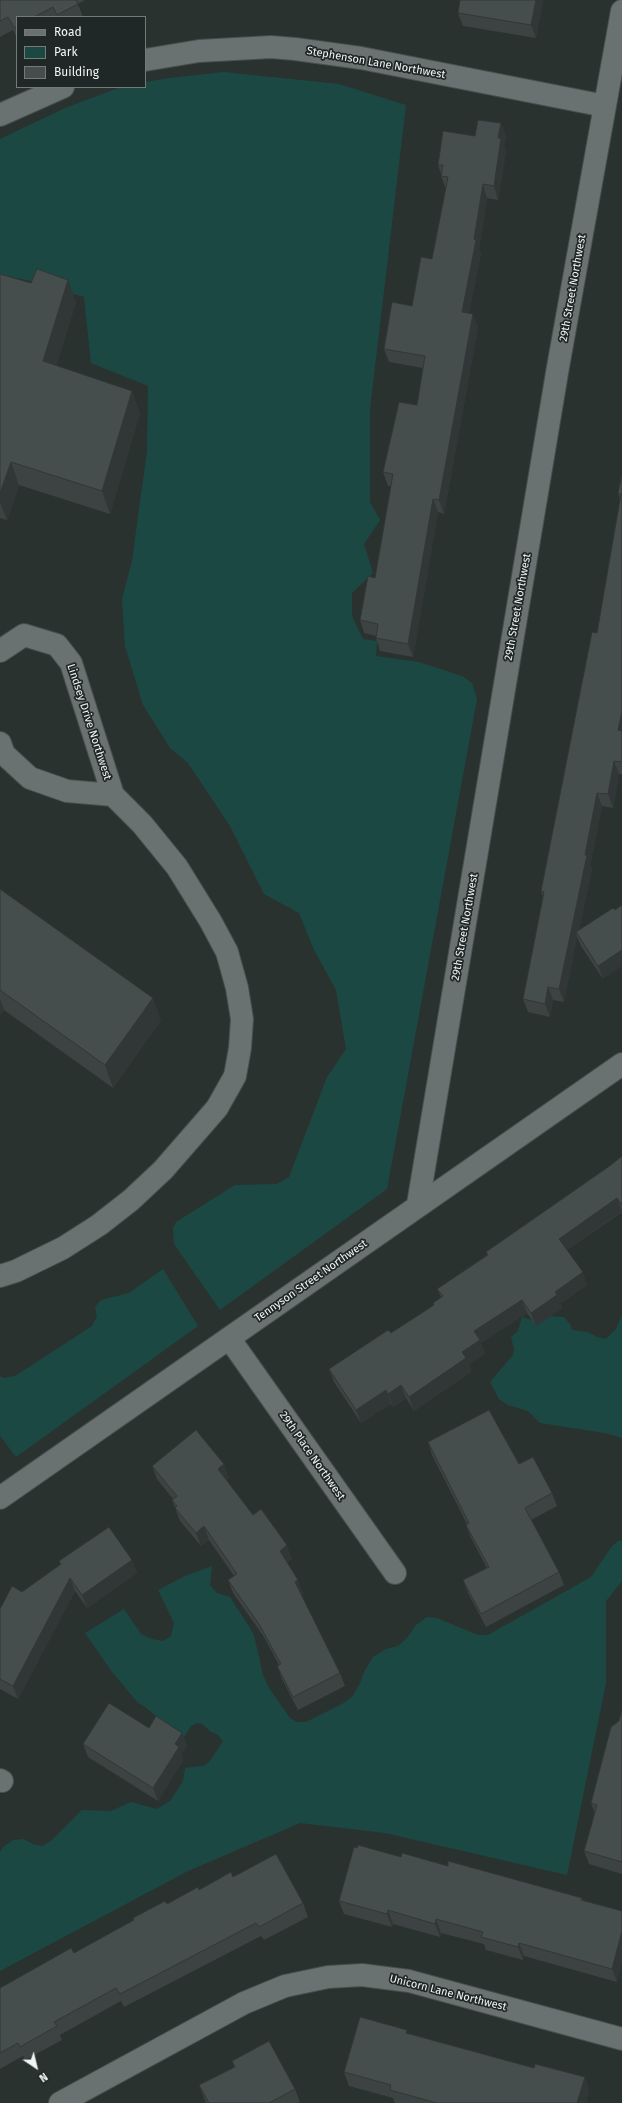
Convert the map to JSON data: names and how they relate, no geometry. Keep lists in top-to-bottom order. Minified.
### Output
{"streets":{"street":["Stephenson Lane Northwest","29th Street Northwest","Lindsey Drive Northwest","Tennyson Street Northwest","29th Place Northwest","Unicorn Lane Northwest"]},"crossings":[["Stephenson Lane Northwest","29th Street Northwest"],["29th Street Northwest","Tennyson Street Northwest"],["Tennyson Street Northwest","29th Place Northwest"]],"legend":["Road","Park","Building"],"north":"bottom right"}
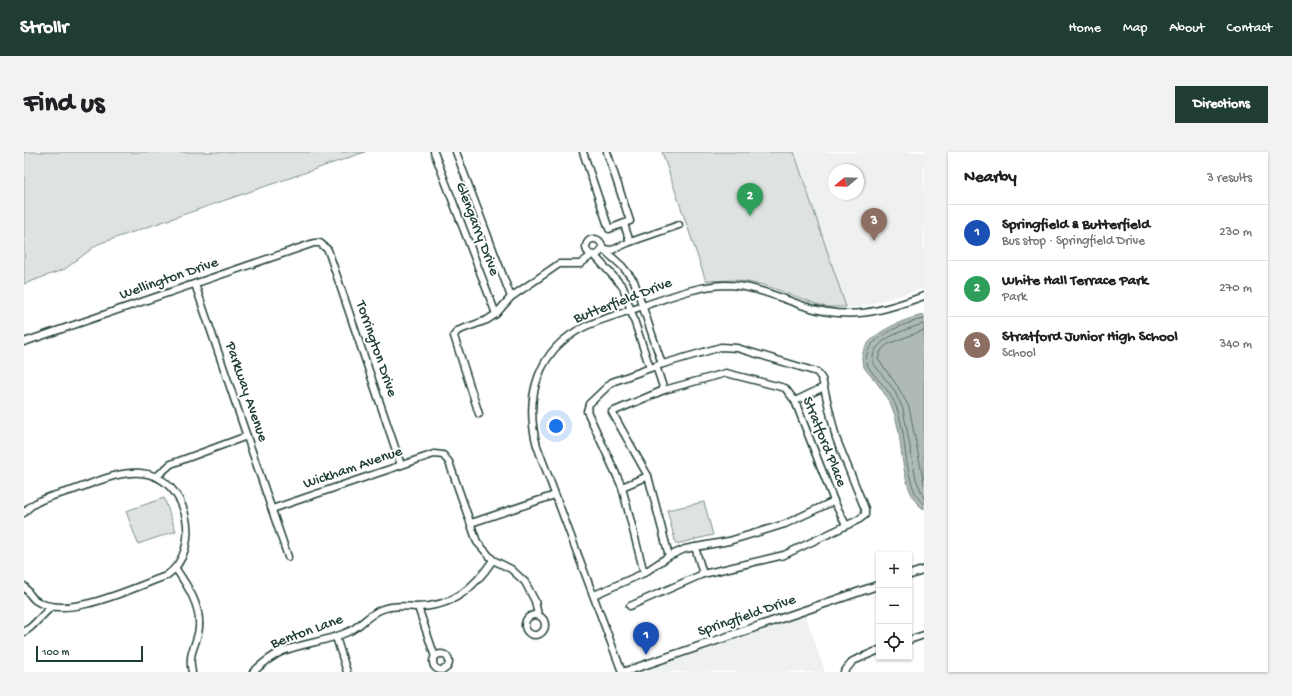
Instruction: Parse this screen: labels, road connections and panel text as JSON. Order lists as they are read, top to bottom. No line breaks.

TASK TO COMPLETE: When you write out the material again, keep every word exact and omit the pictures.

ANSWER:
Convert the map to JSON data: names and how they relate, no geometry. Keep lists in top-to-bottom order. Minified.
### Output
{"streets":{"street":["Stephenson Lane Northwest","29th Street Northwest","Lindsey Drive Northwest","Tennyson Street Northwest","29th Place Northwest","Unicorn Lane Northwest"]},"crossings":[["Stephenson Lane Northwest","29th Street Northwest"],["29th Street Northwest","Tennyson Street Northwest"],["Tennyson Street Northwest","29th Place Northwest"]],"legend":["Road","Park","Building"],"north":"bottom right"}
Instruction: Parse this screen: labels, road connections and panel text as JSON. Order lists as they are read, top to bottom. No line breaks.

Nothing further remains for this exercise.